What the task asks: Beginning at the top of the entries below, retype each line exactly until the line containing "0 2px,transparent 0" has been written out; include no pictures and no later lines.

Source data:
*** Begin section ***

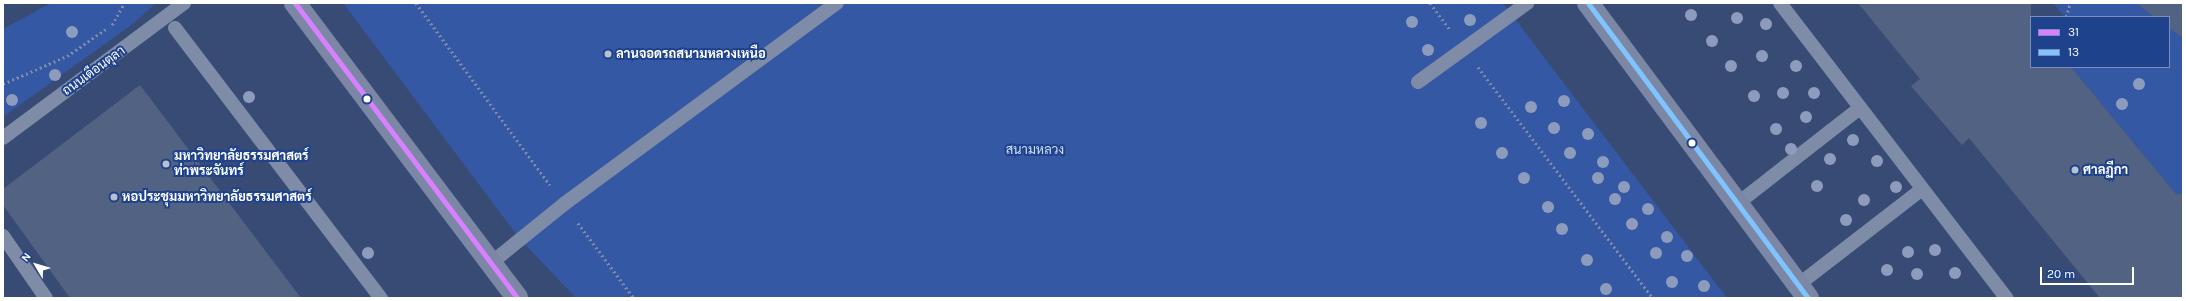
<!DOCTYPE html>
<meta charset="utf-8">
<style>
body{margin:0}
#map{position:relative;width:2186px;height:301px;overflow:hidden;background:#384b74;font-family:Karla,Sarabun,sans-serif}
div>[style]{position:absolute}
.green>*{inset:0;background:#3458a3}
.building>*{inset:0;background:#526282}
.path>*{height:2.5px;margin-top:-1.25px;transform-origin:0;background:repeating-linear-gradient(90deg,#7f8ca7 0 2px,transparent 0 5px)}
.lane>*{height:14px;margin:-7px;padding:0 7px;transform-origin:7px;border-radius:7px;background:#7f8ca7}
.secondary>*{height:22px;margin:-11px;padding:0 11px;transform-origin:11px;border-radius:11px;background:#7b87a4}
.bus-1>*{height:5px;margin:-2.5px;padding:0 2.5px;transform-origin:2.5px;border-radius:2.5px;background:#d880ff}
.bus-2>*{height:5px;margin:-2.5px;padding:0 2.5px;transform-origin:2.5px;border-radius:2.5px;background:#80c4ff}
.trees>*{width:12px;height:12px;margin:-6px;border-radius:50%;background:#8d9cbd}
.dots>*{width:11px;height:11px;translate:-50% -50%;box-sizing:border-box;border:2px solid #1f428c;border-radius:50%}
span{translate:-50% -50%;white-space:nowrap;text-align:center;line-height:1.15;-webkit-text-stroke:4px #1f428c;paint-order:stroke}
.poi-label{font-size:13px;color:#fff;font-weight:700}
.left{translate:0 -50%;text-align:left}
.street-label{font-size:13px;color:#fff}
.park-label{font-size:13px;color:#d2dff9}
.frame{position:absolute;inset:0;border:4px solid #fff;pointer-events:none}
.legend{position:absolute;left:2030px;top:16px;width:140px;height:52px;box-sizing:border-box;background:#1f428c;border:1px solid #798eba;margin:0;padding:5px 7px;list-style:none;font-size:12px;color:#fff}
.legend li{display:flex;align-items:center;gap:8px;height:20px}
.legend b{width:20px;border:1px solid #798eba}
.north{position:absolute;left:16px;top:245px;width:40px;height:40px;-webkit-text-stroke:3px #1f428c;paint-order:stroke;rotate:308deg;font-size:11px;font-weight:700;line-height:16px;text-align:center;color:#fff}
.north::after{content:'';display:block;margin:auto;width:14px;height:18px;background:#fff;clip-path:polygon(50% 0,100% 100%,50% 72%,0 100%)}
.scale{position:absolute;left:2040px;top:267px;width:94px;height:18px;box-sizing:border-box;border:2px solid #fff;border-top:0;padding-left:5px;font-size:12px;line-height:14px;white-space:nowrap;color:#fff;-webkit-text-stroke:3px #1f428c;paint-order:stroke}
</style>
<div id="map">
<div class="green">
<i style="clip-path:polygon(51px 3px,156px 3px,134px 23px,3px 117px,3px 29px)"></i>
<i style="clip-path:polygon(343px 3px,1503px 3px,1727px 298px,576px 298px,519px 238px)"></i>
<i style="clip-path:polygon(2053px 3px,2136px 3px,2154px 17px,2065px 17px)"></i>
<i style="clip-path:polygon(2169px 28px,2183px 38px,2183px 194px,2176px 194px,2071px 67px,2169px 67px)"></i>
</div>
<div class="building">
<i style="clip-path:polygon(1858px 3px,2031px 3px,2031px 67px,2071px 67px,2176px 194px,2183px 194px,2183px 298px,2100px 298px,1969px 138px,1962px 145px,1911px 86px,1920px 79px)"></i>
<i style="clip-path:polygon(2136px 3px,2183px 3px,2183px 38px,2169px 28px,2169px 17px,2154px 17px)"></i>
<i style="clip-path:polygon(140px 85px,301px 298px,70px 298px,3px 205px,3px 189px)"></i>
</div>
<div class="path">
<i style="left:416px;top:3px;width:226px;rotate:53.6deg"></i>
<i style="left:1430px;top:3px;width:34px;rotate:53deg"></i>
<i style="left:2066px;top:17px;width:15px;rotate:-74deg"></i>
<i style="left:112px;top:25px;width:25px;rotate:-61deg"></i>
<i style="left:1478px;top:67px;width:290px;rotate:52.9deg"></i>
<i style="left:3px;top:84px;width:70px;rotate:-23.6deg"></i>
<i style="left:67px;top:56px;width:47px;rotate:-34.7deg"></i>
<i style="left:578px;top:223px;width:94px;rotate:53.3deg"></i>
</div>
<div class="lane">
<i style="left:1780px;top:3px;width:372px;rotate:52.5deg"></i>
<i style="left:175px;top:28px;width:340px;rotate:52.7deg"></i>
<i style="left:1418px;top:82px;width:135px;rotate:-35.9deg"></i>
<i style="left:3px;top:138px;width:226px;rotate:-36.7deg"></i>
<i style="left:1737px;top:204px;width:156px;rotate:-38deg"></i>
<i style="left:3px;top:236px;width:75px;rotate:55.3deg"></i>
<i style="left:491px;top:263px;width:94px;rotate:-38.9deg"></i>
<i style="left:564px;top:204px;width:339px;rotate:-36.4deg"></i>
<i style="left:1798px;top:285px;width:157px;rotate:-37.7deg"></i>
</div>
<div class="secondary">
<i style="left:295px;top:3px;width:369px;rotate:53deg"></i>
<i style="left:1588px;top:3px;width:368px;rotate:53.3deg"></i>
</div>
<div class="bus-1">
<i style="left:295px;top:3px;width:369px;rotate:53deg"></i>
</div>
<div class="bus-2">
<i style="left:1588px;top:3px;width:368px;rotate:53.3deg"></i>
</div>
<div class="trees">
<i style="left:1691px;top:15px"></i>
<i style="left:1737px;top:18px"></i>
<i style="left:1470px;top:20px"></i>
<i style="left:1412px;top:22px"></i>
<i style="left:1766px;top:24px"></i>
<i style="left:72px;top:32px"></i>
<i style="left:1712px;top:41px"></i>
<i style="left:1428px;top:50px"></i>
<i style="left:1762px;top:56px"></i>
<i style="left:1731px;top:66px"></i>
<i style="left:1796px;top:66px"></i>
<i style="left:55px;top:75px"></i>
<i style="left:2139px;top:84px"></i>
<i style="left:1783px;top:93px"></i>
<i style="left:1814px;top:93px"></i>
<i style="left:1754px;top:96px"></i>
<i style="left:249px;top:97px"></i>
<i style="left:12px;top:100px"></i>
<i style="left:1564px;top:101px"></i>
<i style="left:2122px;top:104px"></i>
<i style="left:1531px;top:107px"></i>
<i style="left:1806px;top:117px"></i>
<i style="left:1481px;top:123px"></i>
<i style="left:1554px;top:128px"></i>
<i style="left:1776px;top:129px"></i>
<i style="left:1588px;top:134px"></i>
<i style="left:1853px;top:140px"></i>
<i style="left:1791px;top:149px"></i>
<i style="left:1502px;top:153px"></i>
<i style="left:1570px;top:153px"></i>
<i style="left:1830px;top:159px"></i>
<i style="left:1877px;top:161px"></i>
<i style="left:1603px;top:162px"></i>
<i style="left:1524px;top:178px"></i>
<i style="left:1598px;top:178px"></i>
<i style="left:1817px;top:186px"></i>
<i style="left:1624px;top:187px"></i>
<i style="left:1896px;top:187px"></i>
<i style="left:1615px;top:199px"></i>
<i style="left:1864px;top:200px"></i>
<i style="left:1548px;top:207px"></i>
<i style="left:1648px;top:209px"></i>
<i style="left:1846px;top:220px"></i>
<i style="left:1632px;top:224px"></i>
<i style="left:1562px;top:229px"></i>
<i style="left:1667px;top:237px"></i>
<i style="left:1935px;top:250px"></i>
<i style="left:1908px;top:252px"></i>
<i style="left:368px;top:253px"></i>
<i style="left:1656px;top:253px"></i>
<i style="left:1687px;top:256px"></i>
<i style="left:1587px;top:260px"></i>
<i style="left:1887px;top:270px"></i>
<i style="left:1955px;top:273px"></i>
<i style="left:1917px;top:274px"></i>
<i style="left:1672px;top:282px"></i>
<i style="left:1704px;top:286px"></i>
<i style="left:1606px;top:289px"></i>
</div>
<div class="dots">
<i style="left:608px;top:54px;background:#b9c0ce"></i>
<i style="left:367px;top:99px;background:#fff"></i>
<i style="left:1692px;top:143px;background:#fff"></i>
<i style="left:166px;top:164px;background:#b9c0ce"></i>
<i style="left:2075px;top:170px;background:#b9c0ce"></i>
<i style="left:114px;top:197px;background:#b9c0ce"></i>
</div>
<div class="poi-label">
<span class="left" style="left:616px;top:54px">ลานจอดรถสนามหลวงเหนือ</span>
<span class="left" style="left:174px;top:164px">มหาวิทยาลัยธรรมศาสตร์<br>ท่าพระจันทร์</span>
<span class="left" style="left:2083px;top:170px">ศาลฏีกา</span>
<span class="left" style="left:122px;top:197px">หอประชุมมหาวิทยาลัยธรรมศาสตร์</span>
</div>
<div class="street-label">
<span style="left:94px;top:71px;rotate:-36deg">ถนนเดือนตุลา</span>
</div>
<div class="park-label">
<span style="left:1035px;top:150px">สนามหลวง</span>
</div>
<div class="frame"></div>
<ul class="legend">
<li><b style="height:5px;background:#d880ff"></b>31</li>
<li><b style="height:5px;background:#80c4ff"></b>13</li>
</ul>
<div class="north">N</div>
<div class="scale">20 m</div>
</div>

*** End section ***

Solution:
<!DOCTYPE html>
<meta charset="utf-8">
<style>
body{margin:0}
#map{position:relative;width:2186px;height:301px;overflow:hidden;background:#384b74;font-family:Karla,Sarabun,sans-serif}
div>[style]{position:absolute}
.green>*{inset:0;background:#3458a3}
.building>*{inset:0;background:#526282}
.path>*{height:2.5px;margin-top:-1.25px;transform-origin:0;background:repeating-linear-gradient(90deg,#7f8ca7 0 2px,transparent 0 5px)}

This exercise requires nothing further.